═══ Input records

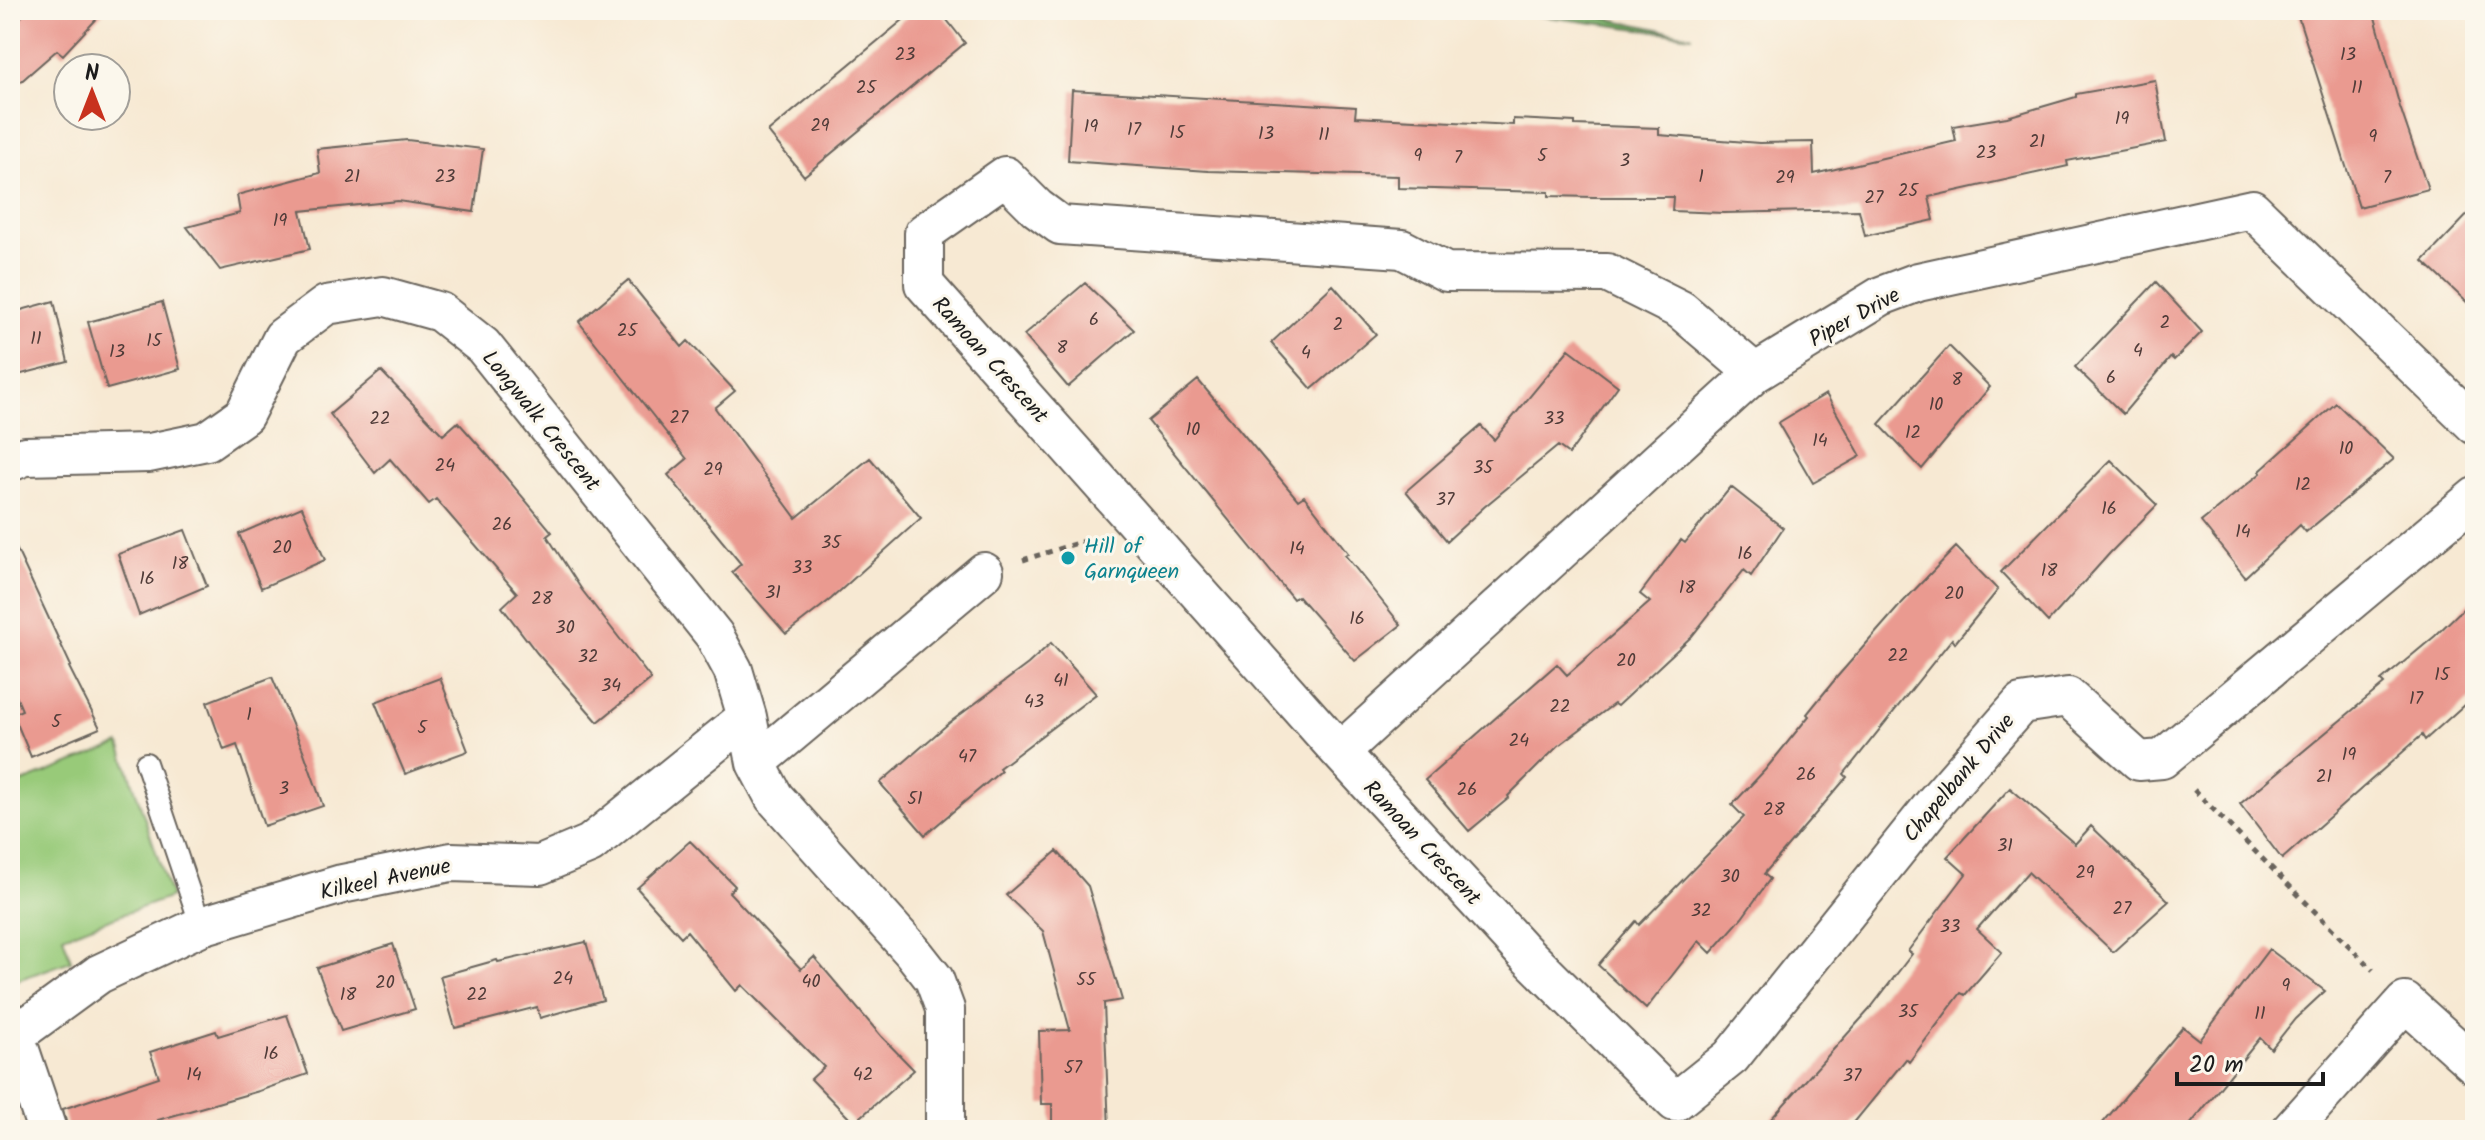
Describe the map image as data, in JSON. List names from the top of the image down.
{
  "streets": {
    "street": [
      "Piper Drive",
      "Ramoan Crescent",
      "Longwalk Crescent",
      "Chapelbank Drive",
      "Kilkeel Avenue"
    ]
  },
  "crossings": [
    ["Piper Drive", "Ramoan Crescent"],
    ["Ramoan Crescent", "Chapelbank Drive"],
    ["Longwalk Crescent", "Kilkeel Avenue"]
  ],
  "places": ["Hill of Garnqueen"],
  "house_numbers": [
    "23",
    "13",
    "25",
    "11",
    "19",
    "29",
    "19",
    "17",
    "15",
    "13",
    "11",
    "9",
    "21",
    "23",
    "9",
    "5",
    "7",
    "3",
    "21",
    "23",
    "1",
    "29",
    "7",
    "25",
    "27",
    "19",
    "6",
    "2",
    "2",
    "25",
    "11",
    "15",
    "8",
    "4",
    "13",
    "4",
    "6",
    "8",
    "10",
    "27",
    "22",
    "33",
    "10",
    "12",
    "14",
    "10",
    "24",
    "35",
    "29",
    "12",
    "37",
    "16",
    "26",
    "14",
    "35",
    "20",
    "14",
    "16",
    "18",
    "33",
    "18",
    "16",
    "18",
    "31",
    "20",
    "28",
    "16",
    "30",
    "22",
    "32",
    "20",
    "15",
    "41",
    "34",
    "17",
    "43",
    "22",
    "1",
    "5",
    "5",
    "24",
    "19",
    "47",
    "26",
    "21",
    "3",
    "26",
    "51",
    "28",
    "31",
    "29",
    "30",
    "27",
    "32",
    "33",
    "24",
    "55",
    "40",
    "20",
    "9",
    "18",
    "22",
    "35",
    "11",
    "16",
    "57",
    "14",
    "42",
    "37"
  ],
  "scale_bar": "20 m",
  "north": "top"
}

══════

_Exercise directions_.
The material above holds pictures; copy everything else in it exactly.

_Answer to the exercise_.
Describe the map image as data, in JSON. List names from the top of the image down.
{
  "streets": {
    "street": [
      "Piper Drive",
      "Ramoan Crescent",
      "Longwalk Crescent",
      "Chapelbank Drive",
      "Kilkeel Avenue"
    ]
  },
  "crossings": [
    ["Piper Drive", "Ramoan Crescent"],
    ["Ramoan Crescent", "Chapelbank Drive"],
    ["Longwalk Crescent", "Kilkeel Avenue"]
  ],
  "places": ["Hill of Garnqueen"],
  "house_numbers": [
    "23",
    "13",
    "25",
    "11",
    "19",
    "29",
    "19",
    "17",
    "15",
    "13",
    "11",
    "9",
    "21",
    "23",
    "9",
    "5",
    "7",
    "3",
    "21",
    "23",
    "1",
    "29",
    "7",
    "25",
    "27",
    "19",
    "6",
    "2",
    "2",
    "25",
    "11",
    "15",
    "8",
    "4",
    "13",
    "4",
    "6",
    "8",
    "10",
    "27",
    "22",
    "33",
    "10",
    "12",
    "14",
    "10",
    "24",
    "35",
    "29",
    "12",
    "37",
    "16",
    "26",
    "14",
    "35",
    "20",
    "14",
    "16",
    "18",
    "33",
    "18",
    "16",
    "18",
    "31",
    "20",
    "28",
    "16",
    "30",
    "22",
    "32",
    "20",
    "15",
    "41",
    "34",
    "17",
    "43",
    "22",
    "1",
    "5",
    "5",
    "24",
    "19",
    "47",
    "26",
    "21",
    "3",
    "26",
    "51",
    "28",
    "31",
    "29",
    "30",
    "27",
    "32",
    "33",
    "24",
    "55",
    "40",
    "20",
    "9",
    "18",
    "22",
    "35",
    "11",
    "16",
    "57",
    "14",
    "42",
    "37"
  ],
  "scale_bar": "20 m",
  "north": "top"
}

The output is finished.